Thursday, September 11, 2008

"wir wollen das Geld unter die Leute bringen": gebührenfinanziertes Call In-TV?

"Es geht um eine saublöde Frage, es geht echt um a Fråg’, wo ma sich denkt, spinnen die jetzt, aber es is ja Wurscht, es geht um 500,- Euro und die Frage is einfach, des is des Wichtigste!" - Der Bundeskommunikationssenat (BKS) gibt in seinem Bescheid vom 1. 9. 2008 betreffend die - mittlerweile eingestellte - Sendung "Quiz-Express" des ORF ausführlich wieder, wie die konkret geprüfte Sendung so abgelaufen ist, einschließlich wörtlicher Zitate der bemerkenswerten Ausführungen des Moderators (auch das Zitat in der Überschrift zu diesem Blogeintrag - "wir wollen das Geld unter die Leute bringen" - stammt aus diesem Transkript).

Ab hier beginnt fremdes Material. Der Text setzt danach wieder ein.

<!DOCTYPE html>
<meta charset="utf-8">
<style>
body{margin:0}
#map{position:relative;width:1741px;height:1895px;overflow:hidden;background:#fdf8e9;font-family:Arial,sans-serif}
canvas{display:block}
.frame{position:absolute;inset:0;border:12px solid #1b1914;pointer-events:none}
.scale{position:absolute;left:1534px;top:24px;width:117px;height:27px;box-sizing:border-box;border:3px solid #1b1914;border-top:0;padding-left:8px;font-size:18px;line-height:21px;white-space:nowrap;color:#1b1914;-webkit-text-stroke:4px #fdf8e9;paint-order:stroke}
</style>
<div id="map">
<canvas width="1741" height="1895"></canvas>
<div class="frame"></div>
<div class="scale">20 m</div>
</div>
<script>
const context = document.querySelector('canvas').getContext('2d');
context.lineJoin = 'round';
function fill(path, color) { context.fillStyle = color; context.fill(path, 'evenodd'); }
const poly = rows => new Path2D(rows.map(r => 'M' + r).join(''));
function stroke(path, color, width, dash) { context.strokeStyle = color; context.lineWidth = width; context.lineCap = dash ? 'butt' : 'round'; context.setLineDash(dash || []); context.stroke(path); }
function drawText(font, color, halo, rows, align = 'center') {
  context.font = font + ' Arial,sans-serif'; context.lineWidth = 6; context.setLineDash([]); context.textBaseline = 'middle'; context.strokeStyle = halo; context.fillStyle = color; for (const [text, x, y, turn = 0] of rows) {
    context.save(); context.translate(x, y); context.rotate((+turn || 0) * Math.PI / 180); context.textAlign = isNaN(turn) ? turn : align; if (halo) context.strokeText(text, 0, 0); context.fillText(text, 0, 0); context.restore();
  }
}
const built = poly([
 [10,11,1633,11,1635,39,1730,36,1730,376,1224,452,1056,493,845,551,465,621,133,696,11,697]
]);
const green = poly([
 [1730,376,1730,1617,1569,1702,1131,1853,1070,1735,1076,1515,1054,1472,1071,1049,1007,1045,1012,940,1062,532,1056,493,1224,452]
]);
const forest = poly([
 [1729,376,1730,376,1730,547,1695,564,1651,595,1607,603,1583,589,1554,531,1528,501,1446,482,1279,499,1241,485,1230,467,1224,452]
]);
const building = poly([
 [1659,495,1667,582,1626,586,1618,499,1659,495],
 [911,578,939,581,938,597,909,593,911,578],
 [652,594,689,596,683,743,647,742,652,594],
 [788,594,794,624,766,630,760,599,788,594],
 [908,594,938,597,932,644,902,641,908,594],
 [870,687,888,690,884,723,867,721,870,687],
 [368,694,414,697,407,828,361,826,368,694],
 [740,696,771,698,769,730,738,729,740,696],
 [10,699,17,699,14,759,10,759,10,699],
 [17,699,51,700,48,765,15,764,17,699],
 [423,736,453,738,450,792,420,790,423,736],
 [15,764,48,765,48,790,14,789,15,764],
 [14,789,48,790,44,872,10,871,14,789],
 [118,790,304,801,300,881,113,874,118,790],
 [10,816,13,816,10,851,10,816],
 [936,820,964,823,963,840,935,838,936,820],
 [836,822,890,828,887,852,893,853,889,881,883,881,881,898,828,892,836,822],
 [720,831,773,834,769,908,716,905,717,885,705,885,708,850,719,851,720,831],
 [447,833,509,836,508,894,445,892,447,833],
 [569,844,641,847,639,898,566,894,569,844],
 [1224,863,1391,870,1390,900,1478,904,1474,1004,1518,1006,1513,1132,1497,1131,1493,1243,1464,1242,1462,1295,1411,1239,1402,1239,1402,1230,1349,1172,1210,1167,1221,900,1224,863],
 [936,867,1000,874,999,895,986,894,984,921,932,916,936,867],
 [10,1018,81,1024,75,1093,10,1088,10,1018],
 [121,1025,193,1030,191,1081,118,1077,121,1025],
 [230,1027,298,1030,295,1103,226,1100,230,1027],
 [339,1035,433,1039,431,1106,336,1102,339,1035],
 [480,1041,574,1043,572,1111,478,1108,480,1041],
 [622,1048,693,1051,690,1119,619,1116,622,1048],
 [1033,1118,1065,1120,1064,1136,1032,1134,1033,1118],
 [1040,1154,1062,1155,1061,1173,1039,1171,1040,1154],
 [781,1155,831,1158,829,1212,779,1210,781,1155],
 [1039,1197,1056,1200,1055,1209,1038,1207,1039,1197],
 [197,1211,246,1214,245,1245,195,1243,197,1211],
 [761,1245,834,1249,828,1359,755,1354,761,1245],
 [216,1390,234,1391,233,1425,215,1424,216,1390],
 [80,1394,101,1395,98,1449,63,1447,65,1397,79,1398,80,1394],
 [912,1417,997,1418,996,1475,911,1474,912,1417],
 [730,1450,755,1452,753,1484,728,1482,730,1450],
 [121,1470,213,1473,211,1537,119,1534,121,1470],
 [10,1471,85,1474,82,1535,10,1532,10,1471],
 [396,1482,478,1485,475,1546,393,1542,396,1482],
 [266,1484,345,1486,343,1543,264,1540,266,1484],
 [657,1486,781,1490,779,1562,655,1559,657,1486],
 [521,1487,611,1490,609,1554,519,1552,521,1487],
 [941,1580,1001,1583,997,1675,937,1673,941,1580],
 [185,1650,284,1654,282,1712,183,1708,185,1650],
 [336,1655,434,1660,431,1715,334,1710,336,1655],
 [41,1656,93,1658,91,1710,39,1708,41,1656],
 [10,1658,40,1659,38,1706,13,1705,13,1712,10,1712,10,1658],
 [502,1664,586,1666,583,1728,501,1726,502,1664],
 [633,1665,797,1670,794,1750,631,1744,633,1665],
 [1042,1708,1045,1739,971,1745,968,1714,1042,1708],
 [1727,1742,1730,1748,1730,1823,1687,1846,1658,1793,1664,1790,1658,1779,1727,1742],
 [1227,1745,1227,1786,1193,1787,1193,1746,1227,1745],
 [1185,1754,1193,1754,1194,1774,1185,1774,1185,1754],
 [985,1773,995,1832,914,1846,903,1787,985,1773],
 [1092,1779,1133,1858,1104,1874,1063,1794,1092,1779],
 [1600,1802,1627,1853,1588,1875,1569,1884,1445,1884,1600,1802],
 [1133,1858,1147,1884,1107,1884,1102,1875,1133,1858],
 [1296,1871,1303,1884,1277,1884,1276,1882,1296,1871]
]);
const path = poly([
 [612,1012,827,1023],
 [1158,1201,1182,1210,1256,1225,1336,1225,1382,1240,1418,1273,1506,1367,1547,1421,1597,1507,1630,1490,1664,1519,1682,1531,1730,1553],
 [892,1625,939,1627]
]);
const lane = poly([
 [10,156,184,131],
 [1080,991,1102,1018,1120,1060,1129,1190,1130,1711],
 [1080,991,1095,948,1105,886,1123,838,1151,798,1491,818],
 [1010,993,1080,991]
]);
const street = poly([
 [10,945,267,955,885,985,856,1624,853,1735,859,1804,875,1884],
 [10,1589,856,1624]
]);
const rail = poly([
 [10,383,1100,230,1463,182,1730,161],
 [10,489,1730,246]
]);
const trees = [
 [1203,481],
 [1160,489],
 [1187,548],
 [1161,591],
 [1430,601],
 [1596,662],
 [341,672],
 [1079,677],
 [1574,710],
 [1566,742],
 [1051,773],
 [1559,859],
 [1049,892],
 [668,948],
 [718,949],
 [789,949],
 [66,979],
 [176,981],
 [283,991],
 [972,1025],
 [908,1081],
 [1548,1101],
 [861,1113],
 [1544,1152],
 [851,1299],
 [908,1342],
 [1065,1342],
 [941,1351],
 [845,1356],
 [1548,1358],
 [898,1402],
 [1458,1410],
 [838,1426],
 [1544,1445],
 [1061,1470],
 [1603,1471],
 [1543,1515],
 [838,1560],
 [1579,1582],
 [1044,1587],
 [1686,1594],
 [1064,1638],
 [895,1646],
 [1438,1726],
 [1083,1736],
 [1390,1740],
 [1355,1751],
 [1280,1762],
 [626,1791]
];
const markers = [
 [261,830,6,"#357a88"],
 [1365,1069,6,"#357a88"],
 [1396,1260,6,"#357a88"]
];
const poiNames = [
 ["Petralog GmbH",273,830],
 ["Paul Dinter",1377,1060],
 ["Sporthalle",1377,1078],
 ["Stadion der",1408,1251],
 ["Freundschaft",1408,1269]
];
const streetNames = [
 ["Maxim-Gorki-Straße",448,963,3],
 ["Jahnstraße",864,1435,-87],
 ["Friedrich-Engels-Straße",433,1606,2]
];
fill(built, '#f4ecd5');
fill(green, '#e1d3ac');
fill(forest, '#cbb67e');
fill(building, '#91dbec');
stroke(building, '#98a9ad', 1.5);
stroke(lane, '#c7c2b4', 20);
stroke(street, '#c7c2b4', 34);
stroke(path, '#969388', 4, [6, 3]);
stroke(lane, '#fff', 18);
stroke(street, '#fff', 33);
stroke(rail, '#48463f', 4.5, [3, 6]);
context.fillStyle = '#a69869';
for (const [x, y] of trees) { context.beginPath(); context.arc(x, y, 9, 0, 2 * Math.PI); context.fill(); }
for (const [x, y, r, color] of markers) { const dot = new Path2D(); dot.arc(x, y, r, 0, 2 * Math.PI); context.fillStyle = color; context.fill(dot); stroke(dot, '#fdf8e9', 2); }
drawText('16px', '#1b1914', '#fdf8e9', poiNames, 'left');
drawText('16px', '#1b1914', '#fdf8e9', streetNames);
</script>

Mit dem nun veröffentlichten Bescheid hat der BKS die Sache Quiz-Express abgeschlossen, nachdem seine Vorlagefragen an den EuGH mit dessen Urteil vom 18.10.2007, C-195/06, KommAustria / Österreichischer Rundfunk, beantwortet worden waren (siehe dazu auch hier und hier). Der BKS kam dabei - wenig überraschend - zum Ergebnis, dass es sich bei dieser Sendung um Teleshopping handelte, was dem ORF aber nach § 13 Abs 2 ORF-G untersagt ist.

"Eindeutig ergibt sich bereits aus dem Sachverhalt, dass der Hauptzweck der Sendung 'Quiz Express' sowohl qualitativ als auch quantitativ im Wesentlichen darin besteht, das fragliche Gewinnspiel zu veranstalten, an dem sich Zuseher der Sendung durch Anwählen einer Mehrwertnummer beteiligen können: ...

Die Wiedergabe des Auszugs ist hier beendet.